Moto e componentistica si fanno conoscere in Cina

Valentina Giuli

L’industria italiana delle due ruote si fa conoscere in Cina. Si è infatti appena conclusa la spedizione italiana capeggiata da Guidalberto Guidi, presidente dell’Ancma, a China Cycle, la più grande manifestazione fieristica del settore che si svolge da 16 anni a Shanghai. L’Italia è stata presente come espositore - con uno stand collettivo realizzato dall’Ice (Istituto italiano commercio estero)- e come partner organizzatore di Intermotor China, la fiera dedicata alle 2 ruote a motore che ha debuttato quest’anno all'interno di China Cycle. In questa seconda veste l'Italia ha partecipato con l’Ancma (Associazione nazionale ciclo moto e accessori), che ha messo in campo le competenze dell’Eicma (Esposizione internazionale del ciclo e motociclo di Milano).
Intermotor, inoltre, ha debuttato anche come espositore con i marchi più famosi della componentistica italiana.
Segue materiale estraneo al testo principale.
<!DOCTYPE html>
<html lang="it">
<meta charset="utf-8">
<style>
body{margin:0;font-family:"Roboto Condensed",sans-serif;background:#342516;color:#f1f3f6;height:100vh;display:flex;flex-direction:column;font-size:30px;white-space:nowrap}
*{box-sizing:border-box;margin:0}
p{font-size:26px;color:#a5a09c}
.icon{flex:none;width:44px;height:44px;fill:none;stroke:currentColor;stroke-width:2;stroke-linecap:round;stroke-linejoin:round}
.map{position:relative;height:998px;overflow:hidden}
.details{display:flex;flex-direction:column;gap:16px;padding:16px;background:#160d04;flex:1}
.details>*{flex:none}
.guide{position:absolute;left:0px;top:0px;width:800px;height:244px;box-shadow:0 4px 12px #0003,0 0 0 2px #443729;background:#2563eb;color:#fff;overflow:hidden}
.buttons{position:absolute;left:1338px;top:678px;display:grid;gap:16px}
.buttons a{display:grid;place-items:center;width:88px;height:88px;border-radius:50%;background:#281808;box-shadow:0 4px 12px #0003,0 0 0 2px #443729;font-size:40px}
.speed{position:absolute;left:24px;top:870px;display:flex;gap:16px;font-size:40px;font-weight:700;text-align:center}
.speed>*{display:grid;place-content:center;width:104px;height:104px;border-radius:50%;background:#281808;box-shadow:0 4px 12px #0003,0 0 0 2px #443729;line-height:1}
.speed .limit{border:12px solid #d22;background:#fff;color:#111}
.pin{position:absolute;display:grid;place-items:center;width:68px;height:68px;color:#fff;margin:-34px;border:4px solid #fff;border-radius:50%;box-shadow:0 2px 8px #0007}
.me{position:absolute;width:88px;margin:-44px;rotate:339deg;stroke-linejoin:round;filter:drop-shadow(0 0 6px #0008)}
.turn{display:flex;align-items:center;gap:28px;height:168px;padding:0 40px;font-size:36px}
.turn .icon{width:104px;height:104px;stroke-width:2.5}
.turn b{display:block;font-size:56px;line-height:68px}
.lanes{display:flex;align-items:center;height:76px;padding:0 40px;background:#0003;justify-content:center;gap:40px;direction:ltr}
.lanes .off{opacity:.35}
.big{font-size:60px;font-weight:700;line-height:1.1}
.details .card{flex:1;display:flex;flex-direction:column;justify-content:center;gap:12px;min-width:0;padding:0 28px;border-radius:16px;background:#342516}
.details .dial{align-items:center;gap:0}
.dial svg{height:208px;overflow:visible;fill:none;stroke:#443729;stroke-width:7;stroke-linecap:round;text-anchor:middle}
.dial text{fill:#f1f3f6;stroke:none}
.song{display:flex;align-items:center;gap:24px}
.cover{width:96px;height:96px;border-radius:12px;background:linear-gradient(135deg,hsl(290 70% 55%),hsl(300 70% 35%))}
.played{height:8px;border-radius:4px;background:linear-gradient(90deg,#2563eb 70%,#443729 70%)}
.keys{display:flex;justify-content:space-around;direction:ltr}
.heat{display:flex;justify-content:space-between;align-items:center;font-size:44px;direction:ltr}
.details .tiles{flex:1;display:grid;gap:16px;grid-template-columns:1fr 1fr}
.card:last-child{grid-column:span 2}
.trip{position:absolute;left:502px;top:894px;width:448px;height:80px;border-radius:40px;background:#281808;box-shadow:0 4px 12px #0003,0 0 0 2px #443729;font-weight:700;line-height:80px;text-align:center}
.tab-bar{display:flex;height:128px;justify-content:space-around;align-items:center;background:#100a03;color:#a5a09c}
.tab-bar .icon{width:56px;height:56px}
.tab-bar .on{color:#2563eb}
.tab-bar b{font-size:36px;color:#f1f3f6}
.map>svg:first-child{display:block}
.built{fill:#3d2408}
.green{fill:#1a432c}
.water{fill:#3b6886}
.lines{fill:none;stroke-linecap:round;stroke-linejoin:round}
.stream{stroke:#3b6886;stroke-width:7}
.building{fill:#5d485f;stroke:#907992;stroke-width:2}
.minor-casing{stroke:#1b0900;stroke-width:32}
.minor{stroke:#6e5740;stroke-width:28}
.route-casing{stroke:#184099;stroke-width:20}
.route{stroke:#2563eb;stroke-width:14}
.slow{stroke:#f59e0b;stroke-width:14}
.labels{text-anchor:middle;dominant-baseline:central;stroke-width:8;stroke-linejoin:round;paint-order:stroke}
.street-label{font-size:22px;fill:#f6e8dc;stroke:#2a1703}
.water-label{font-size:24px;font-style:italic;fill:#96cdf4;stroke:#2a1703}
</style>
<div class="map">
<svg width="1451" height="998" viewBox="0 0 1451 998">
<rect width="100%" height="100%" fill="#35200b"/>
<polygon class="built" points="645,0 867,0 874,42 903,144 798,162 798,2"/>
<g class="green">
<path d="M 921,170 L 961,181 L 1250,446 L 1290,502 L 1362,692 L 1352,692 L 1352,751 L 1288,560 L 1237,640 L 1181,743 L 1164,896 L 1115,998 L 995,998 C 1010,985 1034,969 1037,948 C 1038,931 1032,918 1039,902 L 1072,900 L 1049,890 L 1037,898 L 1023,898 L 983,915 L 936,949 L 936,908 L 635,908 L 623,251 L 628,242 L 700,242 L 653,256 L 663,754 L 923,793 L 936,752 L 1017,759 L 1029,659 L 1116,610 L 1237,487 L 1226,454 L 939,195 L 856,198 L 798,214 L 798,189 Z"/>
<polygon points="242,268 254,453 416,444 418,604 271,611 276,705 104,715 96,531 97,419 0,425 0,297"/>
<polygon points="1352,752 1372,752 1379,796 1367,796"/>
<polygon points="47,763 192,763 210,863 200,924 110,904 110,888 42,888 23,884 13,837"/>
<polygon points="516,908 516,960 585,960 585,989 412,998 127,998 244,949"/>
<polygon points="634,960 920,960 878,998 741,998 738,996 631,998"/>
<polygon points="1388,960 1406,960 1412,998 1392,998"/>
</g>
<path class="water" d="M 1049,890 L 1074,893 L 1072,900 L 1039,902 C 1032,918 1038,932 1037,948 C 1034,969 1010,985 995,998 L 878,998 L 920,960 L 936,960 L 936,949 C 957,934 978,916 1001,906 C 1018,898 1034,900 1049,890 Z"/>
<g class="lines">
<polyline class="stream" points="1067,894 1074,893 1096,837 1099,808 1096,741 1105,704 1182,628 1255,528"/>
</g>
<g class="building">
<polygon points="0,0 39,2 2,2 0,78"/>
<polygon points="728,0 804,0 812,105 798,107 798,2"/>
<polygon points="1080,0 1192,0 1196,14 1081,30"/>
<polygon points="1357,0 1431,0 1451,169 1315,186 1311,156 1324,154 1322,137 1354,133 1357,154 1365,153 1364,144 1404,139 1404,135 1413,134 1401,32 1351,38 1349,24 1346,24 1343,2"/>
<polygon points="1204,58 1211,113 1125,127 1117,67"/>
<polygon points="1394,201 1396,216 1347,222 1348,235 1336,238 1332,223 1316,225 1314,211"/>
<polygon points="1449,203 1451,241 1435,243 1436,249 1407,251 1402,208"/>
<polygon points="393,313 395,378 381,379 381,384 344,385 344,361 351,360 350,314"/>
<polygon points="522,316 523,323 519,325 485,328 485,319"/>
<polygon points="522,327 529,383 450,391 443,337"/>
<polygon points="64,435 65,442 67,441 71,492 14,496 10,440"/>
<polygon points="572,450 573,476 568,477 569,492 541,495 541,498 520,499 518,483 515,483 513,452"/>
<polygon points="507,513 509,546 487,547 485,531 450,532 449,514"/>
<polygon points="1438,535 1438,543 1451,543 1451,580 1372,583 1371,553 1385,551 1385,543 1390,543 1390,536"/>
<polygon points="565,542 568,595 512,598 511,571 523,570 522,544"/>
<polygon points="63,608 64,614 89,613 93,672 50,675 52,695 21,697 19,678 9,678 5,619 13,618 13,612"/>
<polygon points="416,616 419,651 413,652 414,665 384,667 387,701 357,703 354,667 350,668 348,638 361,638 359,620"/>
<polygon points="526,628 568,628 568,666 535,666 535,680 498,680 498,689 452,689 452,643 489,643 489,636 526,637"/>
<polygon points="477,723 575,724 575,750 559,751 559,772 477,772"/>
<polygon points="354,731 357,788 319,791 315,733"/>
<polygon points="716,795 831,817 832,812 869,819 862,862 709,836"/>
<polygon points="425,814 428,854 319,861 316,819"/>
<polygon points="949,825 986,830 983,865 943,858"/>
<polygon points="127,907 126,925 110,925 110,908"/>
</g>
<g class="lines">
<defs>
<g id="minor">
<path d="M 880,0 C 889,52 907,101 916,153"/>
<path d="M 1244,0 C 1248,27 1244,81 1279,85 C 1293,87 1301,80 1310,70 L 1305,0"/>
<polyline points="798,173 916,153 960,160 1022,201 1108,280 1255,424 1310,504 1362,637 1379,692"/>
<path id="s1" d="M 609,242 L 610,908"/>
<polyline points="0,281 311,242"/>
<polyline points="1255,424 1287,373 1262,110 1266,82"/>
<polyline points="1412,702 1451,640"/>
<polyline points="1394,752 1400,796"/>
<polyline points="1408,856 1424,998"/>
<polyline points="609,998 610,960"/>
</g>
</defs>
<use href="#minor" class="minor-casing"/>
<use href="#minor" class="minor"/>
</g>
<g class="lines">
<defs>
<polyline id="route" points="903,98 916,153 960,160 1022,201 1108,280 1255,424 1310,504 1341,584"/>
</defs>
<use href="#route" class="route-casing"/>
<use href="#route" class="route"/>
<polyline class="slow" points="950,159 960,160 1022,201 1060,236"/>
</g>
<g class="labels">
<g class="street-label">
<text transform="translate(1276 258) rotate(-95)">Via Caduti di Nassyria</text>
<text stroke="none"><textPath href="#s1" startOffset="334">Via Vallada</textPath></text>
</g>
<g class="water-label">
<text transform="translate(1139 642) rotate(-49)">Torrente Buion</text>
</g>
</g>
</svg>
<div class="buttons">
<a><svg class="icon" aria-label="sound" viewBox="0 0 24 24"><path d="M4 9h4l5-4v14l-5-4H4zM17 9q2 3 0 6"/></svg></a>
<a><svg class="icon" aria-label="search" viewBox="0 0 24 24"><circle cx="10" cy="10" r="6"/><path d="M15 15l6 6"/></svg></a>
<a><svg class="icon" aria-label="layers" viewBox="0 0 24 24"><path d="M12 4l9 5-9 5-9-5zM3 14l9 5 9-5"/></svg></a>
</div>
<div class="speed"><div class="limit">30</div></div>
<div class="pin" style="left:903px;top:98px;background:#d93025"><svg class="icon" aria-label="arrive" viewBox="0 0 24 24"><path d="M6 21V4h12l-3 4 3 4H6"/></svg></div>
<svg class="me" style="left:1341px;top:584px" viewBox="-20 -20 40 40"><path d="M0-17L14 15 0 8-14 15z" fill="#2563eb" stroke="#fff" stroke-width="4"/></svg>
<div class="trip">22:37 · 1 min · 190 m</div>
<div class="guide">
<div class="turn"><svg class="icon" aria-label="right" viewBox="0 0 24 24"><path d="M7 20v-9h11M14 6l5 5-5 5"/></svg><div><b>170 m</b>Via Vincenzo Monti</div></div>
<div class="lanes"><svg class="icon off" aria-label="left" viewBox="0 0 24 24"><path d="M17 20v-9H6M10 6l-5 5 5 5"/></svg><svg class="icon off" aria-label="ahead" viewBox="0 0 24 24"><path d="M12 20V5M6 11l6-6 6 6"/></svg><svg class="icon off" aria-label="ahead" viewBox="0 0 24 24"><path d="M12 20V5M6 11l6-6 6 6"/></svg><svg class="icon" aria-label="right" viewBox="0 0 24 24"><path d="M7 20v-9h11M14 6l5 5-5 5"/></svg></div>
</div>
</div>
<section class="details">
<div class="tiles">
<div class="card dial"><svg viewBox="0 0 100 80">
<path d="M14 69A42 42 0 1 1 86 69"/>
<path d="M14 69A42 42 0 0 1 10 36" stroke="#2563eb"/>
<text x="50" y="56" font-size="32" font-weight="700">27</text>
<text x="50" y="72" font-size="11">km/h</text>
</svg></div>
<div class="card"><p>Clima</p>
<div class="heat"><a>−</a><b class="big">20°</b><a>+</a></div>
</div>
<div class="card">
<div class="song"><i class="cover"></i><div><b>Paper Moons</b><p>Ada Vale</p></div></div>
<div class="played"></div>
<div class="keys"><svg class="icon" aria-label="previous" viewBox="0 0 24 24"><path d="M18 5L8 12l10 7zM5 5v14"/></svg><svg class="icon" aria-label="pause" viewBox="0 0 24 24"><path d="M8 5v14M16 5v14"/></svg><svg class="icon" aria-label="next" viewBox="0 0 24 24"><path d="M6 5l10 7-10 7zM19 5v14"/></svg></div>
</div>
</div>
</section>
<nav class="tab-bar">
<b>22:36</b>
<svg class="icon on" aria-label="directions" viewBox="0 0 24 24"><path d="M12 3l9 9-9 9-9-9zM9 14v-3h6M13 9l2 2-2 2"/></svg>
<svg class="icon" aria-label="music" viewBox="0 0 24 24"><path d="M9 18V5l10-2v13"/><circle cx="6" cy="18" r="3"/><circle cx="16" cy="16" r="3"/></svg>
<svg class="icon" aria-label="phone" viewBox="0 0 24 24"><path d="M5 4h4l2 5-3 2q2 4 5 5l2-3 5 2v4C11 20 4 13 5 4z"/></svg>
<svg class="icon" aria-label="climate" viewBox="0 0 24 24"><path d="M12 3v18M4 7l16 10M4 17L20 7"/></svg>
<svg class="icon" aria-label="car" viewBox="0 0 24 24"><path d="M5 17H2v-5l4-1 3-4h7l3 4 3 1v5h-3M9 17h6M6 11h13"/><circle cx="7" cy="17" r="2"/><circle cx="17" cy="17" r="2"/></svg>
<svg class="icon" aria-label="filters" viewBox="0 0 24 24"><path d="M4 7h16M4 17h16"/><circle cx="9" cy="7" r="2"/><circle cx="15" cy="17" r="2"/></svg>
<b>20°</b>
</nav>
Il mercato italiano del settore occupa una delle prime posizioni a livello mondiale, subito dietro il Giappone. In Europa ricopre addirittura un ruolo di leadership. Ottimo è il rapporto qualità-prezzo, al contrario i prodotti di bassa qualità sono appannaggio del Far East (Cina, India, Thailandia e Taiwan) perché i costi dell’industria italiana non sono competitivi in questo target di riferimento. L’Italia, pur avendo alle spalle una tradizione storica delle due ruote, fa fatica a farsi conoscere all’estero, specialmente nei mercati emergenti, quelli che, più di altri, rappresentano una grande opportunità di crescita. Spiega Claudio De Viti, responsabile settore moto di Ancma: «Pur essendo molto apprezzati all’estero per competenze e tecnologie utilizzate, siamo ancora poco presenti perché abbiamo difficoltà a individuare partner locali affidabili per aiutare le nostre Pmi ad affrontare tutte le problematiche di un insediamento Oltreconfine, soprattutto nel Far East. Sarebbe opportuno riuscire ad aggregare gruppi di aziende in modo da suddividere i costi e centralizzare i servizi necessari.
In alternativa i fornitori italiani dei nostri costruttori potrebbero seguire i propri clienti sfruttando le sinergie di un investimento realizzato all’estero di comune accordo». L’Ancma sta infatti elaborando un progetto per instaurare un dialogo tra costruttori e fornitori. L’Ice, in particolare è molto attivo nell’aiutare le aziende che desiderano partecipare a fiere e attività di comunicazione e promozione e che vogliano trovare partner locali per penetrare nuovi mercati. In questi ultimi anni sono nate anche organizzazioni private specializzate nello scouting dei collaboratori esteri più adatti. Quali sono quindi le proposte per cambiare la situazione e favorire la crescita del business delle due ruote anche all’estero?
«La fase più difficile e impegnativa è senz’altro quella progettuale - conclude De Viti -; occorre costituire gruppi di imprese con l’obiettivo comune di sviluppare produzioni all’estero suddividendo i costi di implementazione; mettere a disposizione un supporto bancario adeguato che oggi si rivela carente da parte delle banche italiane; consentire l’utilizzo di servizi in comune, come la logistica, la distribuzione, gli acquisti, ma anche i “manager in affitto”. Solo facendo squadra sotto la bandiera del Made in Italy si possono sfruttare le enormi potenzialità che i nuovi mercati offrono.

Sempre nel rispetto della concorrenza e dell’individualità dei marchi».